"USDA's new school nutrition regulations are not working and are leaving students hungry. In October, I hosted a Nutrition Summit in my district where I listened to school administrators, parents, nutritionists and teachers tell me how the nutrition guidelines are affecting their students," said Crawford. "The Sensible School Lunch Act addresses the concerns I heard late last year and gives individual school districts the flexibility they need to feed their students. I am proud to be joined by Congressmen Griffin, Womack and Cotton in co-sponsoring this common sense legislation."
"Washington's latest top-down, factory-like approach to school nutrition is a disservice to students and an affront to parents. Our legislation is a bottom-up, natural approach that allows parents and school administrators to decide what food options are right for their students," said Griffin.
"From state to state, from county to county, and even from school district to school district, no school, nor its students, is the same," said Womack. "The Sensible School Lunch Act grants those who know their students best the flexibility needed to give them the most nutritious meals possible instead of having to comply with the USDA's one-size-fits-all policy."

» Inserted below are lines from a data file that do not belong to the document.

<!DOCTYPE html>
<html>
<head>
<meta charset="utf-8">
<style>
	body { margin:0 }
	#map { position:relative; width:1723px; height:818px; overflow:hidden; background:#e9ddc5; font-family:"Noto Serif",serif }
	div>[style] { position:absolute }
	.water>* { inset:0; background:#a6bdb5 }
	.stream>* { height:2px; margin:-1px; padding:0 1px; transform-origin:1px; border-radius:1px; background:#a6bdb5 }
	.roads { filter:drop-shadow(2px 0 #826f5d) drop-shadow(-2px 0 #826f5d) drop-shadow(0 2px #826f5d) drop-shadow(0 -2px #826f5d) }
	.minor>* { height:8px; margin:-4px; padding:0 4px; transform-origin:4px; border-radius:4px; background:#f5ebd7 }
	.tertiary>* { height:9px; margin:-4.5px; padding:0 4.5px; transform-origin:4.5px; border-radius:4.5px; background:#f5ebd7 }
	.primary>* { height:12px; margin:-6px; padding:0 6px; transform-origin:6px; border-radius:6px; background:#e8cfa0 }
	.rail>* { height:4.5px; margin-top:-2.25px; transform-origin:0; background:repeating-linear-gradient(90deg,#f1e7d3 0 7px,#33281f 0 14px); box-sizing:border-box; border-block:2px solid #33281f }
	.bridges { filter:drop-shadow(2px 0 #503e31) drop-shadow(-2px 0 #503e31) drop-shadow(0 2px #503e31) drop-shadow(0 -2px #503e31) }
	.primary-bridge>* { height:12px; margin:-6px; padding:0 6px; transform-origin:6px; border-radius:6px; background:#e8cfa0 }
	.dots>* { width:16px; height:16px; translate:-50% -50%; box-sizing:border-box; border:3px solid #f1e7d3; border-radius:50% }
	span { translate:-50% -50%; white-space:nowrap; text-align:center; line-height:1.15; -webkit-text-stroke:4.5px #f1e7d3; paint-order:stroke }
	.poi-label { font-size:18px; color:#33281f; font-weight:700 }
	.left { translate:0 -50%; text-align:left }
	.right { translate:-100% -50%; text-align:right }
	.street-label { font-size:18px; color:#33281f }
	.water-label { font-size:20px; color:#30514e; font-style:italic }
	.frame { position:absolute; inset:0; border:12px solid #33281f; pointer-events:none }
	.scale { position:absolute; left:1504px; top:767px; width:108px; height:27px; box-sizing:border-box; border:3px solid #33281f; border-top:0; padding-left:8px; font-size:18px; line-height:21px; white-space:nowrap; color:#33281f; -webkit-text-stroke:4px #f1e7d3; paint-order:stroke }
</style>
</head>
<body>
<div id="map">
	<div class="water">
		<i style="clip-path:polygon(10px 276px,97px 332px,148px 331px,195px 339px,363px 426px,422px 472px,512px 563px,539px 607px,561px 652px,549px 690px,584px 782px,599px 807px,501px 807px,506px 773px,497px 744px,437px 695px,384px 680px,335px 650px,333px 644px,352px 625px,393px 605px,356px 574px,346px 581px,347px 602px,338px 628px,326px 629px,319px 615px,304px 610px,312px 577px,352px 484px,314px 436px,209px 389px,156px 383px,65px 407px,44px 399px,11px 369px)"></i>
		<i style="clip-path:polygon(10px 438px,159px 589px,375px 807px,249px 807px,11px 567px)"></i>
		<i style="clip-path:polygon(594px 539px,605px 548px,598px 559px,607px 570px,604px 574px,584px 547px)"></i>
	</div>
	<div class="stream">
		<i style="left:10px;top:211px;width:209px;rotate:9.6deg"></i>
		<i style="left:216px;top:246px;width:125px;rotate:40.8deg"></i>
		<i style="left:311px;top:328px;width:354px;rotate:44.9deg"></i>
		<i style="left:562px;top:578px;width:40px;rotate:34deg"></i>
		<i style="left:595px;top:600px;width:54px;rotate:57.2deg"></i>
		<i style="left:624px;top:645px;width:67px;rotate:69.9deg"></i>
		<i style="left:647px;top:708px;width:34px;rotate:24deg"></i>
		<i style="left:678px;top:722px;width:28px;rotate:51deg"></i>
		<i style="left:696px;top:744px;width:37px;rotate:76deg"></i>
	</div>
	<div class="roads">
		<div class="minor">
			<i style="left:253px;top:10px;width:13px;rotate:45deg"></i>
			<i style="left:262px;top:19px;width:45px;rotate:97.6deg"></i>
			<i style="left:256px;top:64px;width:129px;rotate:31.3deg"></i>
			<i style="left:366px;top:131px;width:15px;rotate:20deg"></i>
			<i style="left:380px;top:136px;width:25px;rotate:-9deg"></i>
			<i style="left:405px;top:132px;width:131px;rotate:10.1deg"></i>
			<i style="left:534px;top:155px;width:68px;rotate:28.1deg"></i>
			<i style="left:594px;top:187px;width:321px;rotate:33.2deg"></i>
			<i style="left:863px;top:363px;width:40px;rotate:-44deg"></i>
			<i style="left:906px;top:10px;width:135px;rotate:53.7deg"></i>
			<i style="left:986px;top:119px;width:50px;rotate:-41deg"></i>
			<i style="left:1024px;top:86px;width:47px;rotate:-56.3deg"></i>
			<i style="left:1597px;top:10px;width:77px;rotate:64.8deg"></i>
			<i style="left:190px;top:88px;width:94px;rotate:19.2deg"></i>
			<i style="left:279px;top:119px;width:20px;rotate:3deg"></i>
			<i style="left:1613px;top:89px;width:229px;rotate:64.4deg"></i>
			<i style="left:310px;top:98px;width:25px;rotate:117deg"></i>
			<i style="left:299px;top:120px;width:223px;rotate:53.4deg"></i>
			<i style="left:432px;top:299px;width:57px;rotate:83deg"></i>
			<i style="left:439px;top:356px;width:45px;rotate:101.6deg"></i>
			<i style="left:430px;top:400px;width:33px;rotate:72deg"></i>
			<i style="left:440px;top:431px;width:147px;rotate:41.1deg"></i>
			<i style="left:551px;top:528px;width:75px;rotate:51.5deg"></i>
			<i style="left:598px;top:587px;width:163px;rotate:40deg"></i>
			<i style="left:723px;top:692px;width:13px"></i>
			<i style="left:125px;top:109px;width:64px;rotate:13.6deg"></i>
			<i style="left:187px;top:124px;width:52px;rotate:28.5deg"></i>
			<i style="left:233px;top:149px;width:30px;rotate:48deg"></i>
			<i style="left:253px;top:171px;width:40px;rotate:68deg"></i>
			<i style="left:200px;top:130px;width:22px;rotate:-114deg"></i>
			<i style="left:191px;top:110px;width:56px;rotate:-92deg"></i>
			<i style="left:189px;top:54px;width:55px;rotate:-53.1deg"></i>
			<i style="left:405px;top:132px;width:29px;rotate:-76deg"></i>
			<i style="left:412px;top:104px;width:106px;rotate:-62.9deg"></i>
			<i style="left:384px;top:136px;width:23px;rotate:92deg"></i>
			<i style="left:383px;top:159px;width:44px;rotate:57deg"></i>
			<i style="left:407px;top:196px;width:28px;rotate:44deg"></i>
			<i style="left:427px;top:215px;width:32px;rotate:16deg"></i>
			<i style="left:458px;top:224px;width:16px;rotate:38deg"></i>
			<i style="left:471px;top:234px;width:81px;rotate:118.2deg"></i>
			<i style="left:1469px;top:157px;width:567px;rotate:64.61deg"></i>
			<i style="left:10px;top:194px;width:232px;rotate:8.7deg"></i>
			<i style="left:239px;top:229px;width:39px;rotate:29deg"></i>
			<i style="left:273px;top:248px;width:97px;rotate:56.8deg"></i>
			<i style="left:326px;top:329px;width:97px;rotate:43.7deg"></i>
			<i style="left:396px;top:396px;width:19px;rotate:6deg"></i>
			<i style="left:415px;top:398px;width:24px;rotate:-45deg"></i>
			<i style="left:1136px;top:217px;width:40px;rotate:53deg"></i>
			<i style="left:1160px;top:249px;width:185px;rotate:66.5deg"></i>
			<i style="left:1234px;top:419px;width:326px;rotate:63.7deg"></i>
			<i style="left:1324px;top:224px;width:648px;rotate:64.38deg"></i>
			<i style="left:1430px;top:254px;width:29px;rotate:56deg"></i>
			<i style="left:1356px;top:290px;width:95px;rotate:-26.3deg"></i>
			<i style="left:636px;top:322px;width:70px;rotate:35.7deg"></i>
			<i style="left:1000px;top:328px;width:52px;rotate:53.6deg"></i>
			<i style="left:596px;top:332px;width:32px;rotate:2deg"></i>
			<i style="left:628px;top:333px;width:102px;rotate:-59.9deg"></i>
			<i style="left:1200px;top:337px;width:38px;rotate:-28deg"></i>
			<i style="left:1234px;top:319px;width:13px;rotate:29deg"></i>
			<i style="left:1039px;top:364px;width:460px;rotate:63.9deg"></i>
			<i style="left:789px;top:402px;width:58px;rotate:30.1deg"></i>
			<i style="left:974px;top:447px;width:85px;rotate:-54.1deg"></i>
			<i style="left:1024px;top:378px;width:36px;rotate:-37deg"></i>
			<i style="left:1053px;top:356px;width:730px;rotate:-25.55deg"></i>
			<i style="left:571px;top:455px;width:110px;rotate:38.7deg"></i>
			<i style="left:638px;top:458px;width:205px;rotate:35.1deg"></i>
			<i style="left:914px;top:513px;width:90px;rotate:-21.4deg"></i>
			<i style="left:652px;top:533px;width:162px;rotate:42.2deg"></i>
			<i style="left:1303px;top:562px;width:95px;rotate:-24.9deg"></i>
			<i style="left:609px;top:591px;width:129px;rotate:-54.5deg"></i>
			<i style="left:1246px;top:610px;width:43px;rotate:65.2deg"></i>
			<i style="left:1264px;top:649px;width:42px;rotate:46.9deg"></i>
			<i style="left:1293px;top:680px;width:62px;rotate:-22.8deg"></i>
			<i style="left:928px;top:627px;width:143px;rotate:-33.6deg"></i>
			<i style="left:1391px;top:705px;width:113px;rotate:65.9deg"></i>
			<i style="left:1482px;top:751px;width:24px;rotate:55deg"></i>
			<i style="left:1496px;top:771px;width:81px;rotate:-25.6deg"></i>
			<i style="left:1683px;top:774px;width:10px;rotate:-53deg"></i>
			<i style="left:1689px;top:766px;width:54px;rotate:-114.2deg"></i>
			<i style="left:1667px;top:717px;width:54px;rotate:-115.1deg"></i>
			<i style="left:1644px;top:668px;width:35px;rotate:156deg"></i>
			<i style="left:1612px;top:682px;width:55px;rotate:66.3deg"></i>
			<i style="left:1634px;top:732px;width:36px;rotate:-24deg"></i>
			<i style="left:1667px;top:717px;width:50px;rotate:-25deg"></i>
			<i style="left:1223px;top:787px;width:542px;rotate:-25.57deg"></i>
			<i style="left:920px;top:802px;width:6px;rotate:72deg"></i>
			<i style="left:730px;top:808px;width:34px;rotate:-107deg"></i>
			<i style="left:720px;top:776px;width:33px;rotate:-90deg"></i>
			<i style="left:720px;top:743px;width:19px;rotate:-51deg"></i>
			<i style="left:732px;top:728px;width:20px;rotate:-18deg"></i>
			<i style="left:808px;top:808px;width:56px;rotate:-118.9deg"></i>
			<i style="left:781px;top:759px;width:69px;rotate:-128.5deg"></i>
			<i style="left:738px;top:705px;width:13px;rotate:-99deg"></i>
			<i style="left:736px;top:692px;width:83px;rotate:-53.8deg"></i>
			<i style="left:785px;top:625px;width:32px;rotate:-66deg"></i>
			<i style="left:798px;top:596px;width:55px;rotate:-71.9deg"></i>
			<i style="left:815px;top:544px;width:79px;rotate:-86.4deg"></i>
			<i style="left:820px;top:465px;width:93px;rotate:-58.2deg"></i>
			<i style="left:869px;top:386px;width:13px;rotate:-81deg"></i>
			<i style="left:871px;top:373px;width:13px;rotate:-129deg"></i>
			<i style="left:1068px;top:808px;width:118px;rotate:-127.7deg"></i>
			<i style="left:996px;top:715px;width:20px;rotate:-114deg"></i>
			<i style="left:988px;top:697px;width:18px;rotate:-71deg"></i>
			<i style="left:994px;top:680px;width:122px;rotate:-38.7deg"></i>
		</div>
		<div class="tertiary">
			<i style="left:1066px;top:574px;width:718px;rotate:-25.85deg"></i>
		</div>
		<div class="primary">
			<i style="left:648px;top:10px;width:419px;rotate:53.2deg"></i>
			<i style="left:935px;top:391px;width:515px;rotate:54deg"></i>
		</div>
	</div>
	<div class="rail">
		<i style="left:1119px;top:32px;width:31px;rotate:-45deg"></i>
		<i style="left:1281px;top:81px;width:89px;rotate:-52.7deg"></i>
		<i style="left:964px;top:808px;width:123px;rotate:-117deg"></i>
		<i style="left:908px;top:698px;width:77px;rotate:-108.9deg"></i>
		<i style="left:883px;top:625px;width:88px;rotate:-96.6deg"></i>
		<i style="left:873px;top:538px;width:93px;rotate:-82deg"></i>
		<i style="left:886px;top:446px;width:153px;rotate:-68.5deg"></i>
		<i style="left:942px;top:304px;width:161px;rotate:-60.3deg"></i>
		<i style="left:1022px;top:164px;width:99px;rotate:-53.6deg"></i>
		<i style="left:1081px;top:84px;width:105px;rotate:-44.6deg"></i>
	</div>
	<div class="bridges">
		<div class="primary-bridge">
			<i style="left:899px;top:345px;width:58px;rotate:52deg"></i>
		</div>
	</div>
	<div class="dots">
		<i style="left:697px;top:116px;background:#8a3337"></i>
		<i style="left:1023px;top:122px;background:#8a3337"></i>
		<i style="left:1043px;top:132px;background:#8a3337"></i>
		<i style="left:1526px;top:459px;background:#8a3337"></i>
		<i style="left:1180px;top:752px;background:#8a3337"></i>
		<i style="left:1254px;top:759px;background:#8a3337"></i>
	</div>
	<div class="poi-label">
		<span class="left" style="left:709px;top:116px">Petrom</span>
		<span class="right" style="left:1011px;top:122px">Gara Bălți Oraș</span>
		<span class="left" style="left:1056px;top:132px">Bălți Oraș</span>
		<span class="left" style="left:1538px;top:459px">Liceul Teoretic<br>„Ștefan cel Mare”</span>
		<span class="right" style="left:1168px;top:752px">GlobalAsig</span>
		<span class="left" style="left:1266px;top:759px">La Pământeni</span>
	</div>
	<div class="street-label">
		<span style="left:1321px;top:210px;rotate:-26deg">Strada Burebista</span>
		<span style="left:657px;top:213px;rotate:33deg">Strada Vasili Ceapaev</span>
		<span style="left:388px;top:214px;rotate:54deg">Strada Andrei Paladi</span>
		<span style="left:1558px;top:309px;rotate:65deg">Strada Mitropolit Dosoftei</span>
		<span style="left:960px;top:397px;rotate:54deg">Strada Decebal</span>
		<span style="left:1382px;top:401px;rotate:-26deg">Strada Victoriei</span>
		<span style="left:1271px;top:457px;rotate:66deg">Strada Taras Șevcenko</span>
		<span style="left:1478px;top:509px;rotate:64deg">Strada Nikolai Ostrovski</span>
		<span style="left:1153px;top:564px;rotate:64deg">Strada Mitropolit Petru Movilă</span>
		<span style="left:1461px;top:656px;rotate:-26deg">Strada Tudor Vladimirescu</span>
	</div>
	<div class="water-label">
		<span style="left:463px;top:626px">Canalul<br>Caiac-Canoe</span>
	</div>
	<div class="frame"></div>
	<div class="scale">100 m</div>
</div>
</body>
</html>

"As we've seen time and time again, a national one-size-fits-all strategy is not the answer when it comes to our school children--and their nutrition is no different," said Cotton. "This legislation empowers local officials to interpret national school lunch and breakfast nutrition guidelines according to their students' needs. I look forward to working with Congressmen Crawford, Griffin, and Womack as this legislation advances in the House."
In late 2012, the U.S. Department of Agriculture (USDA) released its final rule for the Healthy, Hunger-Free Kids Act of 2010, requiring new standards for school meals. The final rule strictly limits calories, protein and grains for all students. Complying with the rule exceeded federal funding by a projected $75 million a year, according to the USDA, placing greater strain on school budgets.
The new regulations produced a flood of concern by parents, students, teachers, coaches and administrators. Major concerns were the expense of the program and the lack of flexibility for those students who have nutritional needs that exceed the strict calorie, protein and grains restrictions.
The USDA categorizes students into broad grade brackets for the purpose of nutritional needs, but according to their own rule, a 13-year-old eighth grader may eat no more protein than a five-year-old kindergartener, and a 13 year old may eat only one more ounce of grain than a kindergartner. Similarly, an active 18 year-old high school senior playing football would get no more proteins or grains than a less active 14-year-old ninth grader.
The Sensible School Lunch Act would allow more flexible portions of proteins and grains in the federal school meals program, while leaving in place the rest of the regulation, including the total calorie cap and its emphasis on fruits, vegetables, whole grains and non-fat dairy selections. At the same time, the total calorie cap remains in place to ensure healthy meals in proportion, and allowable fruits are increased as compared to before, and vegetable servings are unlimited.